Las bibliotecas bizantinas
Aunque el imperio bizantino poseía una biblioteca imperial y una patriarcal (dirigida por el obispo principal) durante gran parte de su historia y presumía de una de las grandes bibliotecas en Constantinopla con sus 120.000 rollos (se quemó en torno a 475 EC), en general a finales de la Antigüedad las bibliotecas públicas empezaron a desaparecer en el mundo grecorromano. Sin embargo, los libros ciertamente no desaparecieron por completo, y los monasterios bizantinos se convirtieron en los grandes conservadores de los textos antiguos en sus bibliotecas. Adquiridos mediante un copiado incansable y las donaciones de amables mecenas, a un monasterio medio le iba bien si podía presumir de 50 libros, y estos realmente solo eran para que los eruditos los consultaran cuando las bibliotecas volvieron al papel más limitado que habían tenido en Oriente Próximo y Egipto.

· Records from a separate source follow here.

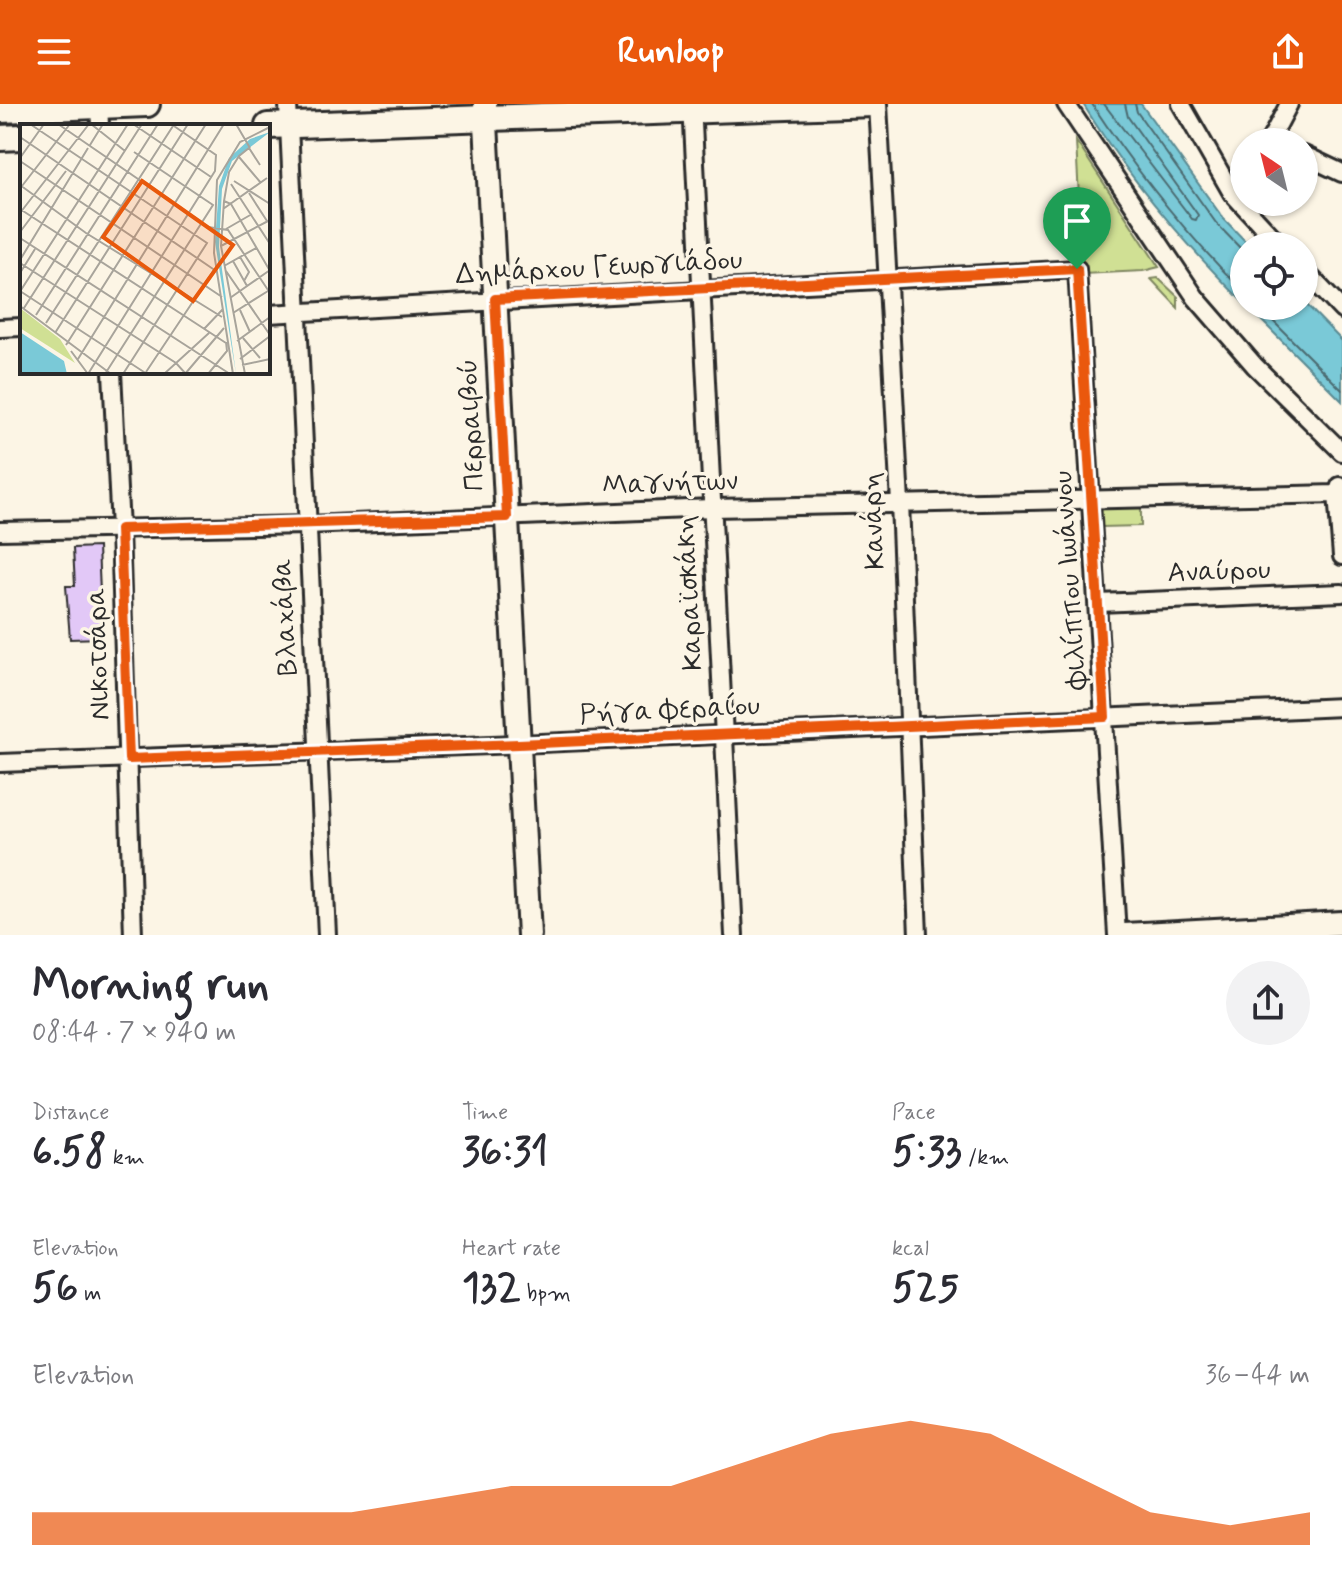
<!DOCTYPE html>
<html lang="en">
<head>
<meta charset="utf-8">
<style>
	body { margin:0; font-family:Mynerve,sans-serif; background:#f2f2f3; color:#2b2b33; height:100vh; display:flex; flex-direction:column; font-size:30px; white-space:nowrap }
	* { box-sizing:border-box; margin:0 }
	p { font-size:26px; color:#7c7c81 }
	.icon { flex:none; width:44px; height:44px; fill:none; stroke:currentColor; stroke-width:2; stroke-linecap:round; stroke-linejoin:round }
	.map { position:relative; height:831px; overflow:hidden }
	.sheet { display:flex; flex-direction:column; background:#fff; flex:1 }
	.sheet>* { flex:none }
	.needle { width:52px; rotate:325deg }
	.tools { position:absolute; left:1230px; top:24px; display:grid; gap:16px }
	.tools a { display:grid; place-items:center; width:88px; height:88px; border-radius:50%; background:#fff; box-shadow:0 2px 6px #0004; font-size:40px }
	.pin { position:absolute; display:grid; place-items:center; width:68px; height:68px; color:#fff; margin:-82px -34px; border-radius:50% 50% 50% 0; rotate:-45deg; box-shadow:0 0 8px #0007 }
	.pin .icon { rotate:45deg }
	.round { display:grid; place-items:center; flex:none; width:84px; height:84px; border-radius:42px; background:#f2f2f3 }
	.head { display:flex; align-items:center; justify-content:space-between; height:136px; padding:0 32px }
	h1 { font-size:44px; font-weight:700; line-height:60px }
	.metrics { display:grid; grid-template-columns:repeat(3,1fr); gap:12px; height:136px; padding:8px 32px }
	.metrics div { display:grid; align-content:center }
	.metrics b { font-size:40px; font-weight:700 }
	.metrics small { font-size:22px; font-weight:400 }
	.metrics p { font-size:22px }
	.chart { height:224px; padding:16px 32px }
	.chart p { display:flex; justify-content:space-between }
	.chart svg { width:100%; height:144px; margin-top:8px; fill:#ea580c; opacity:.7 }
	header { display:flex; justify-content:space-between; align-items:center; height:104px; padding:0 32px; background:#ea580c; color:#fff; font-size:36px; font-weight:700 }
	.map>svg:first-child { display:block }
</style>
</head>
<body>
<header><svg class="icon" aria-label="menu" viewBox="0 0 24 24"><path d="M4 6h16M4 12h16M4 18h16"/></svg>Runloop<svg class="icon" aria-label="share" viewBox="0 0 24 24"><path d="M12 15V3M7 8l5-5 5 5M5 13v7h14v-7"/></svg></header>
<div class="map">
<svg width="1342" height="831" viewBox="0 0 1342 831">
	<rect width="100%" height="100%" fill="#fcf5e5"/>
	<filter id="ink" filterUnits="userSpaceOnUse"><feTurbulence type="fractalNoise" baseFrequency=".0125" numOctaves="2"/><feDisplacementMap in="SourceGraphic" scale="16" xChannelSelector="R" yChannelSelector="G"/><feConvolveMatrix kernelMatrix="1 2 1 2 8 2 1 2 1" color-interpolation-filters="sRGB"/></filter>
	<g filter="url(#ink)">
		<g fill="#d0e094" stroke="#7e8660" stroke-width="2">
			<path d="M 1076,37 L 1159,163 L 1143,167 L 1083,170 Z"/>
			<path d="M 1158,174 L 1178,193 L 1178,204 L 1151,175 Z"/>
			<path d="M 1141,401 L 1141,422 L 1101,423 L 1101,402 Z"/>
		</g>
		<g fill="#7ac9d7" stroke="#5a8a92" stroke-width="2">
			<path d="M 1083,0 L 1141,0 L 1223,114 L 1250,142 L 1244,142 L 1244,199 C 1185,140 1126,71 1083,0 Z"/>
			<path d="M 1304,198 L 1342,237 L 1342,297 L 1247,202 L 1304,202 Z"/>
		</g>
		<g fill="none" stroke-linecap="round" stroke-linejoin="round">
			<g stroke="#4b6a70" stroke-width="2">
				<path d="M 1092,0 C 1136,67 1187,131 1244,188"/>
				<path d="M 1104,0 L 1192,115 L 1196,116 L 1198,111 L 1128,13 L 1125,0"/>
				<path d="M 1135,0 L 1137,8 L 1216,119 L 1244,148"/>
				<path d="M 1258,202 L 1342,286"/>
			</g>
		</g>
		<path fill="#e2c8f7" stroke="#2b2b2b" stroke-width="2" d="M 98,443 L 102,534 L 70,535 L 66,482 L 75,482 L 73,444 Z"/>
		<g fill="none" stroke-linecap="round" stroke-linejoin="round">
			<g stroke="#2b2b2b" stroke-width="22">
				<g id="minor">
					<path d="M 99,0 L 100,22"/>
					<path d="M 288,0 L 327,831"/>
					<path d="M 692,0 L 734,831"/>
					<path d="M 878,0 L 900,399 L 918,831"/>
					<path d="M 1066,0 L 1196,194 L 1255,262 L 1342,348"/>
					<path d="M 1181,0 L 1232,89 L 1281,142"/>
					<path d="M 1269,38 L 1289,0"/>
					<path d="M 1304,51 L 1342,69"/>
					<path d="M 1304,166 L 1342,206"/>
					<path d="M 268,210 L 1077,165 L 1117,831"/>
					<path d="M 0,224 L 22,223"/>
					<path d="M 112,268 L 120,425 L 133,831"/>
					<path d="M 1340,382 L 1337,390 L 1342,452"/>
					<path d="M 0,427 L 307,421 L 712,404 L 1337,390 L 1342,387"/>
					<path d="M 1098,499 L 1342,489"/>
					<path d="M 0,659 L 519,640 L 1342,603"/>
				</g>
			</g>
			<g stroke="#2b2b2b" stroke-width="28">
				<g id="tertiary">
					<path d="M 485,0 L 529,831"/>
					<path d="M 1125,831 L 1342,819"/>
				</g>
			</g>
			<g stroke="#2b2b2b" stroke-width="30">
				<g id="secondary">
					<path d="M 0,6 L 147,0"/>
					<path d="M 268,22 L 873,0"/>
					<path d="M 0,34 L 22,33"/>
				</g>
			</g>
			<use href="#minor" stroke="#fcf5e5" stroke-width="16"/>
			<use href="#tertiary" stroke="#fcf5e5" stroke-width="22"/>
			<use href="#secondary" stroke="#fcf5e5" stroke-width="24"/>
		</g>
	</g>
	<g fill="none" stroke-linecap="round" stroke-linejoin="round" filter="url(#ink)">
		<g stroke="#fff" stroke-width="16">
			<path id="route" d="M 1077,165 L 1105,613 L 519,640 L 129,655 L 120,425 L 507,413 L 495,195 Z"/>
		</g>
		<use href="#route" stroke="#ea580c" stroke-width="10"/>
	</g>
	<g text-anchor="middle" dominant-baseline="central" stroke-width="7" stroke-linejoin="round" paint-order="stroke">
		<g font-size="28" fill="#2b2b2b" stroke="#fcf5e5">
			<text transform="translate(599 164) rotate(-3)">Δημάρχου Γεωργιάδου</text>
			<text transform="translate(472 321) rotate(-93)">Περραιβού</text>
			<text transform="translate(670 380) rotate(-2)">Μαγνήτων</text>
			<text transform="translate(874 417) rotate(-93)">Κανάρη</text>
			<text transform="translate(1219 468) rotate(-2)">Αναύρου</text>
			<text transform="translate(1071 476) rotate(-94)">Φιλίππου Ιωάννου</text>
			<text transform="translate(690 489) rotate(-93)">Καραϊσκάκη</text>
			<text transform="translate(286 513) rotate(-93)">Βλαχάβα</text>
			<text transform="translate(99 550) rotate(-92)">Νικοτσάρα</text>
			<text transform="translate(670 607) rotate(-3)">Ρήγα Φεραίου</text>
		</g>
	</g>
	<g transform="translate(20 20)">
		<rect width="250" height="250" fill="#fcf5e5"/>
		<path d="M 0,184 L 40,215 L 55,239 L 0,204 Z" fill="#d0e094"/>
		<path d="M 250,8 L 212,37 L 202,65 L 199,123 L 216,250 L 195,118 L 199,62 L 209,34 L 230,15 ZM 0,208 L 44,237 L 47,250 L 0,250 Z" fill="#7ac9d7"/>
		<path fill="none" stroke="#a8a49b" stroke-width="2" d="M 10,0 L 187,119 L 103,250M 38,0 L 188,103 L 208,106 L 250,169M 71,0 L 105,27M 113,0 L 191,53M 216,0 L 230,24M 0,13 L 196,147M 70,21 L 83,0M 219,33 L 241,59M 0,34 L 24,0M 0,37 L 202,173M 214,57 L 250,80M 211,60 L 250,120M 0,61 L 66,109 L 202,193M 2,62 L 50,0M 229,69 L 247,97M 204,77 L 211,80 L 250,147M 0,85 L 206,219M 203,85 L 247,54M 0,89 L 69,0M 206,105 L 232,90M 0,108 L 46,47M 0,114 L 210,250M 201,122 L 250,96M 220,133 L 229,148 L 224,157M 0,136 L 68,24M 213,137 L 227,162M 0,139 L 156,239 L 166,250M 204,142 L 236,124M 206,147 L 250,211M 0,149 L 15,125M 1,166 L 108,0M 0,167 L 127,250M 210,174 L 250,146M 0,182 L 91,250M 4,184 L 122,0M 220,186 L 230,208M 213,189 L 248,167M 16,191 L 138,0M 26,199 L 153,2M 184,205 L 203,185M 35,209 L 168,0M 223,214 L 240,234M 217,217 L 250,193M 46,221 L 186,0M 51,227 L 68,250M 58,235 L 204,0M 220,235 L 250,212M 222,241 L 250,235M 126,248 L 194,146M 68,250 L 195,47 L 196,31 L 151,0M 85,250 L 193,81 L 114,28M 144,250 L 189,209M 165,250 L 204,204M 188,250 L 207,227 L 206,218M 213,250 L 194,129 L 197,56 L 220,18 L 250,3M 225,250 L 201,122 L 204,77 L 209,48 L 219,32 L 229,24 L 240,41"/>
		<path fill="#e8590c" fill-opacity="0.15" stroke="#e8590c" stroke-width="4" d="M 122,57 L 213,121 L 173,177 L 83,113 Z"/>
		<rect width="250" height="250" fill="none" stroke="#2b2b2b" stroke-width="4"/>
	</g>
</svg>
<div class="tools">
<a><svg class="needle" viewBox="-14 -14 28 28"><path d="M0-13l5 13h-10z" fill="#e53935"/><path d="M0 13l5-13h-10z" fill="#7c7c81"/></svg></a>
<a><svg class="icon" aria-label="locate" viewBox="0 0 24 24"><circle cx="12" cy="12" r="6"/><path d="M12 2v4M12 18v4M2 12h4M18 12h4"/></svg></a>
</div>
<div class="pin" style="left:1077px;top:165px;background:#1e9e55"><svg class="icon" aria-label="arrive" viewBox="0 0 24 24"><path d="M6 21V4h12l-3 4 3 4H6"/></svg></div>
</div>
<section class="sheet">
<div class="head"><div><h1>Morning run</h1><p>08:44 · 7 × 940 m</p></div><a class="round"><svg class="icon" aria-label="share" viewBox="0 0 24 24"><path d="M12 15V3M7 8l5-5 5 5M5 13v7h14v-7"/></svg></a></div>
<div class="metrics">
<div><p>Distance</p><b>6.58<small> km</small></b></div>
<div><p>Time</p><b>36:31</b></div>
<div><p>Pace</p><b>5:33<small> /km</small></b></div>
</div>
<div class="metrics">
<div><p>Elevation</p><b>56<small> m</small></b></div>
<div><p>Heart rate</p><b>132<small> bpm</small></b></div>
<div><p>kcal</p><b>525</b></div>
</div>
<div class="chart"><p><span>Elevation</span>36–44 m</p>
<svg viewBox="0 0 160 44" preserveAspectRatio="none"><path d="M0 44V34L10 34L20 34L30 34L40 34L50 30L60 26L70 26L80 26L90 18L100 10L110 6L120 10L130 22L140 34L150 38L160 34V44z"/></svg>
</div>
</section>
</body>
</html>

Se producían libros nuevos en gran parte gracias a la religión cristiana que, a diferencia de otras creencias paganas anteriores, transfería ideas a los nuevos fieles mediante la palabra escrita en vez de una simple instrucción oral. Los que se convertían también recordaban las historias, los himnos y los rituales gracias a los textos. Los interminables debates que los eruditos cristianos crearon con ideas nuevas e interpretaciones de textos más antiguos, sus comentarios y los cismas resultantes todos dieron lugar a un auge en la producción de libros y la lectura, aunque también a la destrucción de aquellos libros considerados subversivos. Algunos ejemplos notables de bibliotecas bizantinas son las de los monasterios en el Monte Atos y el monte Sinaí, que contienen alrededor de un cuarto de todos los manuscritos medievales que se conservan. Es en gran parte gracias a los monjes bizantinos de entonces, siempre ocupados produciendo sus hermosos pero caros manuscritos iluminados, que hoy en día podemos leer, estudiar y disfrutar de las obras de tales nombres como Heródoto, Sófocles y Tucídides.